Dark Age Ahead
- First edition cover
- Author: Jane Jacobs
- Language: English
- Subject: Urban policy
- Genre: Non-fiction
- Publisher: Random House
- Publication date: May 5, 2004
- Publication place: United States
- Media type: Print, e-book
- Pages: 241 pp.
- ISBN: 1-4000-6232-2
- OCLC: 613767402

= Dark Age Ahead =

2004 book by Jane Jacobs

Dark Age Ahead is a 2004 book by Jane Jacobs describing what she sees as the decay of five key "pillars" in "North America": community and family, higher education, science and technology, taxes and government responsiveness to citizen's needs, and self-regulation by the learned professions.

She argues that this decay threatens to create a Dark Age unless the trends are reversed.
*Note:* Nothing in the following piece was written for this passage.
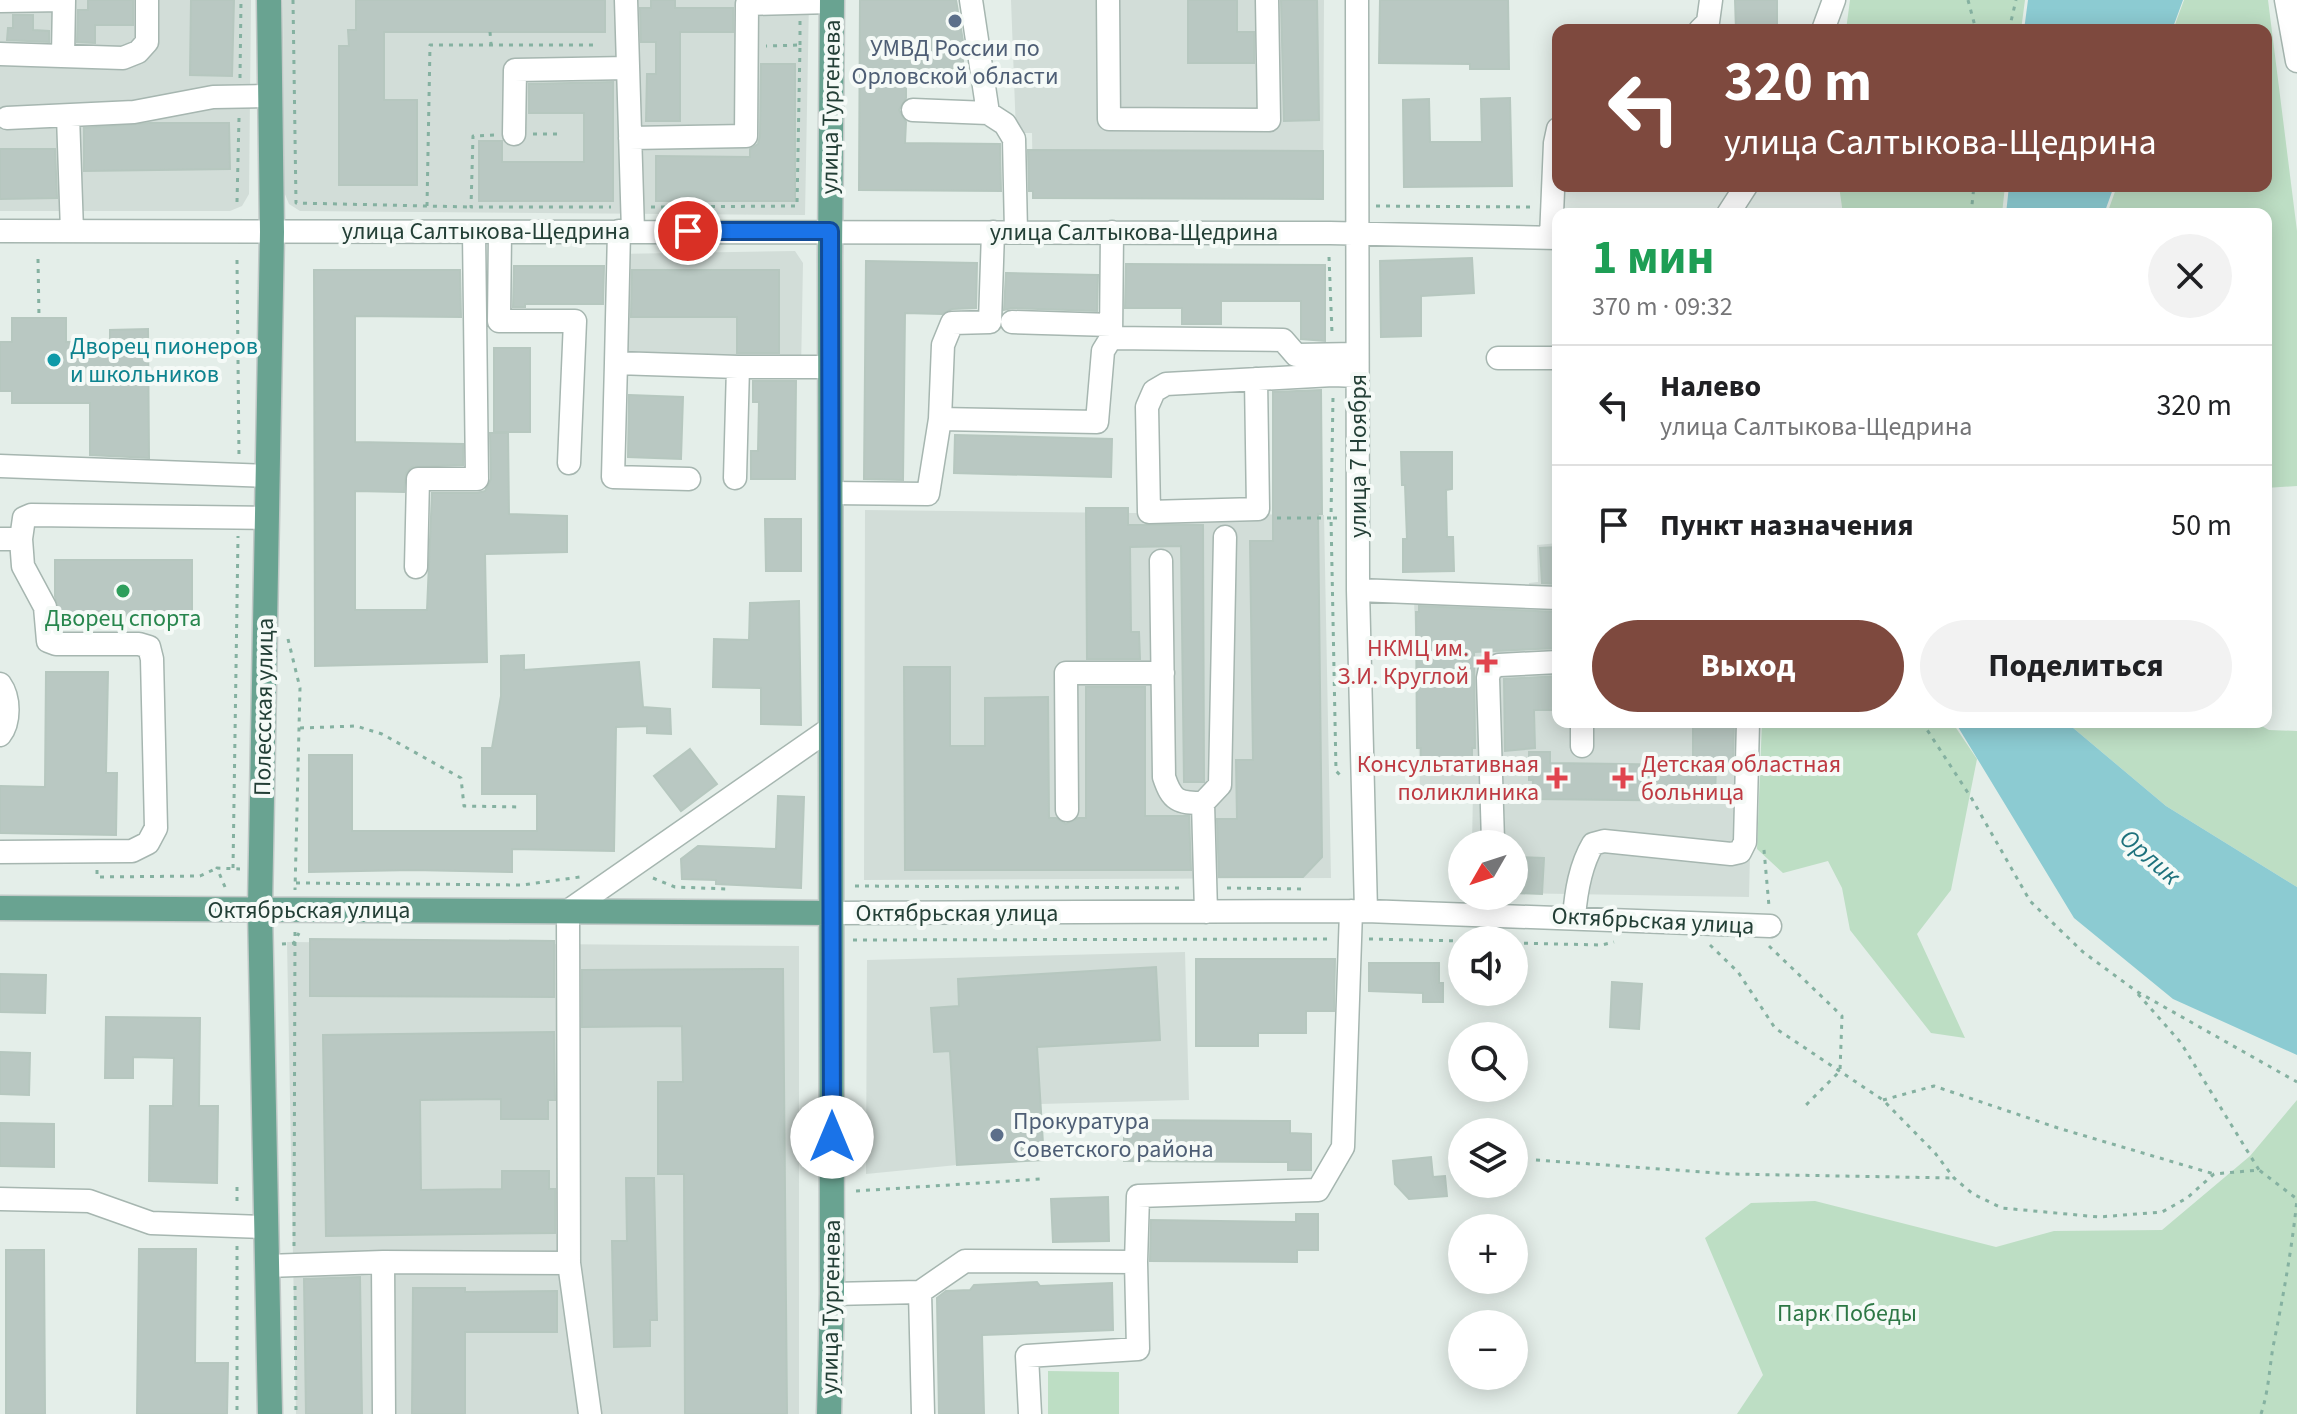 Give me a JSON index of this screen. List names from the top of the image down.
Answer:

Jacobs characterizes a Dark Age as a "mass amnesia" where even the memory of what was lost is lost.

==Jacobs' arguments==
The following is a summary of Jacobs' description of the decay in each area.
- Community and Family
  People are increasingly choosing consumerism over family welfare, that is: consumption over fertility; debt over family budget discipline; fiscal advantage to oneself at the expense of community welfare.
- Higher Education
  Universities are more interested in credentials than providing high quality education.
- Bad Science
  Elevation of economics as the main "science" to consider in making major political decisions.
- Bad Government
  Governments are more interested in deep-pocket interest groups than the welfare of the population.
- Bad Culture
  A culture that prevents people from understanding the deterioration of fundamental physical resources on which the entire community depends.

==Jacobs' stance against ideology==
Overall, Jacobs argued that the very concept of "ideology" is fundamentally flawed and detrimental to both individuals and societies, no matter what side of the political spectrum an ideology comes from. By relying on ideals, she claimed people become unable to think and evaluate problems and solutions by themselves, but simply fall back on their beliefs for "pre-fabricated answers" to any problem they encounter.

===Example===
As an example, which also tied into Jacobs' views on city community life, she cited the 1995 Chicago heat wave, which killed hundreds of mostly elderly Chicagoans.

The "official" reason, according to the United States Department of Health (following a multi-million dollar study), was that the victims simply did not take precautions such as maintaining a steady water supply, finding air conditioning, or circulating air in their buildings. Jacobs argued that the study, in addition to spending millions of dollars to state the obvious, was flawed because of its inherent ideology, which was individualism. She noted that a sociology graduate student, Eric Klinenberg, wrote his thesis on the disaster, Heat Wave: A Social Autopsy of Disaster in Chicago, which proved much more enlightening.

By examining the social atmosphere of different Chicago neighborhoods, Klinenberg discovered that many deaths were not dependent on individual factors, such as wealth, but rather on the cohesiveness of the neighborhood. Within tightly-knit and older neighborhoods, he found, elderly people at risk of heat stroke were more likely to be checked on by neighbors, less afraid to leave their homes to get help, and more likely to find sympathetic people and businesses that would allow them to relax in an air-conditioned environment (for example, dropping into a neighborhood grocery or barbershop, and having a proprietor willing to simply let them sit). In contrast, death rates were higher within neighborhoods where the elderly were isolated and unable to get help. Ironically, wealthier neighborhoods were less likely to have strong neighborly ties.

Jacobs, citing the two studies, argued that the federal study was unconsciously biased by the prevailing political and economic ideology (that is, neoliberalism), which promoted individualism to the point of becoming completely oblivious to community and social factors, even though, as Klinenberg found, these were the factors that ultimately caused the deaths.

Using this and other examples, Jacobs argued that modern political and economic ideologies were in effect no different from those dominant in Western civilization's past Dark Ages, such as medieval Roman Catholicism. In both cases, she claimed, the dominant ideology prevented and discouraged people from finding rational and scientifically verifiable explanations and solutions.

==Reception==
The New Yorker reviewer Paul Goldberger called the book "a despairing look at the state of things, and like everything Jacobs wrote, it is a curious combination of plainspoken common sense based on simple, empirical observation of the world around her, and broad generalizations about the nature of cities and cultures."